5 O modelo de negócios não funcionou
Por quase dez anos, a paulista Solvo atuou em projetos esporádicos de TI. Sua missão era solucionar problemas emergenciais de tecnologia em grandes empresas, panes com as quais ninguém mais no mercado sabia lidar. Não faltavam novos clientes, mas isso não era suficiente para fazer os negócios engrenar.
O problema é que, a partir de 2006, novos contratos apenas substituíam os que estavam chegando ao fim. "Como éramos remunerados por projetos temporários, nosso faturamento ficou estacionado", diz Marcos Peigo, de 31 anos, um dos sócios da Solvo. O modelo de negócios não estava funcionando.
Peigo então decidiu que a Solvo deveria deixar de ser uma empresa que atuava em projetos pontuais para oferecer serviços que proporcionassem receitas recorrentes. Mas como fazer isso? Para descobrir, ele passou um mês grudado no telefone contatando ex-clientes.
A pergunta era sempre a mesma: no dia a dia de sua operação, quais os problemas de tecnologia mais comuns? Assim, Peigo conseguiu estruturar pacotes de serviços, que são cobrados mensalmente dos clientes, como suporte técnico a usuários finais, manutenção de servidores e monitoramento de segurança na troca de informações online.
A estratégia fez a Solvo crescer 50% ao ano nos últimos dois anos.

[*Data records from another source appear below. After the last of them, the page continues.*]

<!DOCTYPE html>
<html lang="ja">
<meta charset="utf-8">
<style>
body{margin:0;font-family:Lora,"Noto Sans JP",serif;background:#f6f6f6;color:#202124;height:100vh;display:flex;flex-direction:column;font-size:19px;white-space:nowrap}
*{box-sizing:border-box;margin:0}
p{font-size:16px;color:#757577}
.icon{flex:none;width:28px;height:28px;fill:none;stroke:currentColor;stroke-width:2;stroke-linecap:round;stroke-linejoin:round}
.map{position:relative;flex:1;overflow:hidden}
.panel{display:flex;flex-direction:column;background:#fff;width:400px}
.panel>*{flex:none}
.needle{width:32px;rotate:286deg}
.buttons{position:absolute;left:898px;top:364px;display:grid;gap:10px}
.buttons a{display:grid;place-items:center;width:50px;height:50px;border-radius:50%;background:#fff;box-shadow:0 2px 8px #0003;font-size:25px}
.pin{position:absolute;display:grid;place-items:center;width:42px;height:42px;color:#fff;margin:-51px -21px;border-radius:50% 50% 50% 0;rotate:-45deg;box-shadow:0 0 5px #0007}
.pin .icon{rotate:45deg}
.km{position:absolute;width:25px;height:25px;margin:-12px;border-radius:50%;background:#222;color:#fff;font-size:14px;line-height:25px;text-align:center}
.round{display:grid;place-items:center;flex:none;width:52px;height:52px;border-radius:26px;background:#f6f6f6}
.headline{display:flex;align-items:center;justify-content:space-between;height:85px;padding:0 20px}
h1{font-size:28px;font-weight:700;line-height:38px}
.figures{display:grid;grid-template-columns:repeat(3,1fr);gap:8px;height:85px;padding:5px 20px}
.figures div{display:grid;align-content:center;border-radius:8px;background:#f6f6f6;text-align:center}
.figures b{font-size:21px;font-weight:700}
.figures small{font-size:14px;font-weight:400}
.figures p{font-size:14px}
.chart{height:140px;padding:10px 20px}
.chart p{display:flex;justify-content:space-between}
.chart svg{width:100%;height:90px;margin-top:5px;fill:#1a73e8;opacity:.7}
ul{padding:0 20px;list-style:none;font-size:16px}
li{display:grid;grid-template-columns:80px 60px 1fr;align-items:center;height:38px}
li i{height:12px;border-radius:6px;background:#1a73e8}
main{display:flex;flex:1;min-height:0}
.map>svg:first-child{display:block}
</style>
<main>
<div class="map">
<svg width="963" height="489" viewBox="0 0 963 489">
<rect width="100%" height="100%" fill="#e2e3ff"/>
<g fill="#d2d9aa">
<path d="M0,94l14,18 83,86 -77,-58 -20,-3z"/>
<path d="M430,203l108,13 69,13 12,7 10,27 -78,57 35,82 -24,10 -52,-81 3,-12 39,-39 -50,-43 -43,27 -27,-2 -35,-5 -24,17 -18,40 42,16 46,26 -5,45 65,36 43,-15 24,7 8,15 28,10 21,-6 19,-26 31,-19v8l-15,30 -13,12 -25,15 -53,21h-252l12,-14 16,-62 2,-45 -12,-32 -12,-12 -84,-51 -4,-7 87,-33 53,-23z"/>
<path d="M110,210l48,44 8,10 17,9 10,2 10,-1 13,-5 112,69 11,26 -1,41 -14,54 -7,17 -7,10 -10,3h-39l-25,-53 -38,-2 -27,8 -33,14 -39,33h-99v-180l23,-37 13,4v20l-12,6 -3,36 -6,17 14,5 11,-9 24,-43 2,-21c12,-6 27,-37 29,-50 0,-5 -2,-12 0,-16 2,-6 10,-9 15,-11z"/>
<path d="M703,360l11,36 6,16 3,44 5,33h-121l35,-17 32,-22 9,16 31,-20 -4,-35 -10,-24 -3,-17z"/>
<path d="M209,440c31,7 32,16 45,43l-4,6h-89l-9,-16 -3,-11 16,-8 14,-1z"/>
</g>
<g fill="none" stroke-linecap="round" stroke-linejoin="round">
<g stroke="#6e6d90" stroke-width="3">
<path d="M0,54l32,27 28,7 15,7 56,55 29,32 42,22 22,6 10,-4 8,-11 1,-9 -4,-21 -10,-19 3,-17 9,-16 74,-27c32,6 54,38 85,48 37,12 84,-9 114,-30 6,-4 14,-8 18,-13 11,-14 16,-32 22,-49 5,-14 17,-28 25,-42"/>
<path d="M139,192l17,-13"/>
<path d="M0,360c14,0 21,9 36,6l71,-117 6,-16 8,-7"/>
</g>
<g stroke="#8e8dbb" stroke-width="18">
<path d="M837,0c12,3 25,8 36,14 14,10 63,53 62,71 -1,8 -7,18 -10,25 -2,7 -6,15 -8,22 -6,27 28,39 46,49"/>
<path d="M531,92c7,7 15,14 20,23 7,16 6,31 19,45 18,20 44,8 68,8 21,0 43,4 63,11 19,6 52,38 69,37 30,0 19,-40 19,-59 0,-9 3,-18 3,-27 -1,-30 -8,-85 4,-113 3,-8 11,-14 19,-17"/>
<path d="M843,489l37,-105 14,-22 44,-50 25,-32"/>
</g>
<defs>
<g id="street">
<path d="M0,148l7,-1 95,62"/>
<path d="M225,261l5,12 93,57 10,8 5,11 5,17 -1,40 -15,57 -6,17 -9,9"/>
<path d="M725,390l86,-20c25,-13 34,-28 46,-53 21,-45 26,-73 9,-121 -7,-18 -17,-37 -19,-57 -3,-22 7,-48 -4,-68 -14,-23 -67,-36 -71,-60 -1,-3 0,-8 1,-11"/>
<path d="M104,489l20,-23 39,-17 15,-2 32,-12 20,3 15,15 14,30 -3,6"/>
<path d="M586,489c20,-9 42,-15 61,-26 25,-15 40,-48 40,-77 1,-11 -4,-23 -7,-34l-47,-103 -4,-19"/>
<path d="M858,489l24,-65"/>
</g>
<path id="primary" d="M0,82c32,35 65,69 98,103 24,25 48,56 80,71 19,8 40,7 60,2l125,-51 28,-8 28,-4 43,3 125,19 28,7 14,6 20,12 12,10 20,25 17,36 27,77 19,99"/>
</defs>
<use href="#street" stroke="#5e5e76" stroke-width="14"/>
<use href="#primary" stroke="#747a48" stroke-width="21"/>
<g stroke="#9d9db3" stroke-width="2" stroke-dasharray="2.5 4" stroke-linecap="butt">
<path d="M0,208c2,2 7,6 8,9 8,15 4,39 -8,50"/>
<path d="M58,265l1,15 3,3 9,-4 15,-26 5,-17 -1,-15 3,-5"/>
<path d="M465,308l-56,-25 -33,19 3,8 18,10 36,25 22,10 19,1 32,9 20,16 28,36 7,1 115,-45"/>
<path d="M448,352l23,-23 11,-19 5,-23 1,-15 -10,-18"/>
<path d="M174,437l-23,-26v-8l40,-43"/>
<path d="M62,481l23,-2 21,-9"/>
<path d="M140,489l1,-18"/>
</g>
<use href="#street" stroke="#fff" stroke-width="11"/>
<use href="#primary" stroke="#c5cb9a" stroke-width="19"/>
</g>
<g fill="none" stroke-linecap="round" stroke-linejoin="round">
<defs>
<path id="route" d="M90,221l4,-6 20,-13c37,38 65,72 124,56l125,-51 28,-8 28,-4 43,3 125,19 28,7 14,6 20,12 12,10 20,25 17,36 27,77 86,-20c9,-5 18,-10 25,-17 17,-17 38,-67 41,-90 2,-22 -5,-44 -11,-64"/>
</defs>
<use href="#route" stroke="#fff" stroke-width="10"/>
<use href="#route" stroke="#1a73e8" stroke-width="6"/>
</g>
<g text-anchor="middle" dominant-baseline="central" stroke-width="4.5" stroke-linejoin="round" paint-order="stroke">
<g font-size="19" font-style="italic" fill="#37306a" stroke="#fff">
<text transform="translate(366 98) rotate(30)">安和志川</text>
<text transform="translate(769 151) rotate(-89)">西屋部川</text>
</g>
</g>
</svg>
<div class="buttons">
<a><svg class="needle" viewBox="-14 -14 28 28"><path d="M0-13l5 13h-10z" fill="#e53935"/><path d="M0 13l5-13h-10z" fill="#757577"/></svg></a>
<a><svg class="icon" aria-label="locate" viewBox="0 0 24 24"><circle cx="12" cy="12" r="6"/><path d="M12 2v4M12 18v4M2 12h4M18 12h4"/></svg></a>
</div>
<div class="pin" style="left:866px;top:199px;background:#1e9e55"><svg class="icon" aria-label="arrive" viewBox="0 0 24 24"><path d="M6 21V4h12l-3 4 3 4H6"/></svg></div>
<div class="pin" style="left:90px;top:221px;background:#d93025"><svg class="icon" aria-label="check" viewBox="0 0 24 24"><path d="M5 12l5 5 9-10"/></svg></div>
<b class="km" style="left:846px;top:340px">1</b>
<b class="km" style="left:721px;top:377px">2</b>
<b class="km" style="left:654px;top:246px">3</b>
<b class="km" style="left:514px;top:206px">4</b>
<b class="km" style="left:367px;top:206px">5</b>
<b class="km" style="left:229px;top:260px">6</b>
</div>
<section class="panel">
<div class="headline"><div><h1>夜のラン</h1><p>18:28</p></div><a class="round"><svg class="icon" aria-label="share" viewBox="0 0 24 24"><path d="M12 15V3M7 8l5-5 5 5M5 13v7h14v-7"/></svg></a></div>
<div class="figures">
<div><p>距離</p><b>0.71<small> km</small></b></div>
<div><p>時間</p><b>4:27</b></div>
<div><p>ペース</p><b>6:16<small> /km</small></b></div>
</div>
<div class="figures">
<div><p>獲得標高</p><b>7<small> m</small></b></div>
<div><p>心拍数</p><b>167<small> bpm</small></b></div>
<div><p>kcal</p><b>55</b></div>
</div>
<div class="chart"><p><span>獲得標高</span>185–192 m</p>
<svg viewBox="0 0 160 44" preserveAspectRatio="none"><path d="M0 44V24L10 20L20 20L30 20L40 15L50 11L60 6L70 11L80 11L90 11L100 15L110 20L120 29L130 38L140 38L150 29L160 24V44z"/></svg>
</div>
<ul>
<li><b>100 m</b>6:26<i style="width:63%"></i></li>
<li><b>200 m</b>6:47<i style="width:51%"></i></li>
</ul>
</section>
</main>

Em 2010, a empresa faturou 15 milhões de reais. "Hoje, 60% de nosso faturamento vem de contratos que se estendem por dois a cinco anos", diz Peigo. "A meta é elevar esse índice para 70%."
A lição : "Acredito que o ser humano é resistente a mudanças por natureza", diz Marcos Peigo, da Solvo. "Mas alterar as regras no meio do jogo foi o que nos levou a crescer."
Para não cair no erro É preciso rever de tempos em tempos o modelo de negócios e assegurar que seja capaz de sustentar as vendas no longo prazo. "Os primeiros sinais de que o atual modelo se esgotou aparecem num fluxo de caixa cada vez mais estrangulado", diz Adriano Ribeiro, da Evello.